Mereka berhak mendapat keadilan. Demikian dikatakan Ketua Dewan Pers, Bagir Manan, dalam diskusi “Liputan Media Terkait Kejahatan Seks, Asusila dan Anak”, yang digelar Dewan Pers di Gedung Dewan Pers, Jl. Kebon Sirih, Jakarta Pusat, Kamis (25/6/ 2015). Diskusi yang dipandu anggota Dewan Pers, Nezar Patria ini, menghadirkan pembicara Ketua Komisi Hukum Dewan Pers Yosep Adi Prasetyo, pakar pers Atmakusumah, dan Koordinator Divisi Perempuan AJI Jakarta, Raisya Maharani. Para
pembicara tersebut menunjukkan contoh-contoh berita pers tentang kasus kejahatan yang melibatkan perempuan dan anak-anak yang melanggar Kode Etik Jurnalistik (KEJ). Sesuai Pasal 5 KEJ, wartawan dilarang menyebutkan dan menyiarkan identitas korban kejahatan asusila dan tidak menyebutkan identitas anak yang menjadi pelaku kejahatan. Identitas ditafsirkan sebagai “semua data dan informai yang menyangkut diri seseorang, yang memudahkan orang lain untuk melacak”. Mengawali paparannya, Bagir Manan menunjukkan premis-premis hukum terkait kasus anak. Pertama,
tidak ada kejahatan anak melainkan kenakalan anak. Kalau pun perbuatan seorang anak dapat dikenakan pidana, tetap harus semata-mata dilihat sebagai kenakalan yang dapat dipidana, bukan perbuatan pidana. Kedua, anak harus senantiasa ditempatkan sebagai korban, bukan sebagai pelaku. Kenakalan anak (termasuk yang dapat dipidana) adalah semata-mata akibat dari sesuatu di luar mereka, bukan sebab dalam diri mereka. Ketiga, anak semata-mata memiliki hak dan tidak (belum) memiliki kewajiban hukum. Kalau pun seorang anak terpaksa terkena pemidanaan atau tindakan, harus semata-mata demi kepentingan terbaik anak.
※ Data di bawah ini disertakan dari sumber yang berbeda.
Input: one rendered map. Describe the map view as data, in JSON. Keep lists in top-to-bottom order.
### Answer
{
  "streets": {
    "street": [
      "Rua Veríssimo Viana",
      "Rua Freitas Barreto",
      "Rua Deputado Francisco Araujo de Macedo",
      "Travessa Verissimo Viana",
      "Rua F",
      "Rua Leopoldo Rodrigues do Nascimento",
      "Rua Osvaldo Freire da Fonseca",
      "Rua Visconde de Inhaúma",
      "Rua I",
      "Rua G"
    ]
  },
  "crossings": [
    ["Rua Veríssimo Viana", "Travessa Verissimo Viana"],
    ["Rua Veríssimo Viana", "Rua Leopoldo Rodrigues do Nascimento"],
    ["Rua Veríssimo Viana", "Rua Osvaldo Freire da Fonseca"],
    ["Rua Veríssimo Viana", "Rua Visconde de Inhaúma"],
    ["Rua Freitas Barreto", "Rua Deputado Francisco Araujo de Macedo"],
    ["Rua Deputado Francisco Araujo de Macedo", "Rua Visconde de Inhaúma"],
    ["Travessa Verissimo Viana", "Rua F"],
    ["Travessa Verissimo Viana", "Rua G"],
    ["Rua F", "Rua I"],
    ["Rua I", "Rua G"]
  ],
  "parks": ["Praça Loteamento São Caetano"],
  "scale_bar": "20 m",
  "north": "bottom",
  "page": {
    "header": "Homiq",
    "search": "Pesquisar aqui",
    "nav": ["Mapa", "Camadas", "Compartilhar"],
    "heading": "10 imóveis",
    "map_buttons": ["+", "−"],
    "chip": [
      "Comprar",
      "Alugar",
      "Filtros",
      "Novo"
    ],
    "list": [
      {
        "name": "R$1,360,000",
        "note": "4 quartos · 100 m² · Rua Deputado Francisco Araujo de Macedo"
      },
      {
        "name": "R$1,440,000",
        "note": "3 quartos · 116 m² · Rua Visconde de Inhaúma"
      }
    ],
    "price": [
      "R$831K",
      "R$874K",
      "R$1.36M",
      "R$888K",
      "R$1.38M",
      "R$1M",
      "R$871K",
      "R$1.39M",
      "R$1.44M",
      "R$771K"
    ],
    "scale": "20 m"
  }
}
Terkait kasus Engline di Bali, pers telah memberitakan kekejian yang dialami anak berumur 8 tahun itu. Kekejian itu merupakan kejahatan kemanusiaan yang sangat nyata. Mantan Ketua MA itu mengungkapkan, pers telah berkalikali memberitakan mengenai berbagai bentuk kekerasan atau pembunuhan yang disengaja terhadap anak. “Bagaimana semestinya sikap pers?” tanyanya. Menurut Bagir Manan, Engeline dan anak-anak lain yang meninggal karena kekerasan atau pembunuhan tidak lagi membutuhkan masa depan. Mereka lebih membutuhkan keadilan. Demi keadilan, lanjut Bagir, pers tidak terikat larangan untuk mengungkapkan selengkaplengkapnya identitas korban. Sebab pengungkapan dari berbagai aspek akan dapat membantu tegaknya keadilan bagi anak-anak yang tidak berdosa dan bersalah tersebut. “Mereka harus mendapat pembelaan dari pers,” pungkasnya.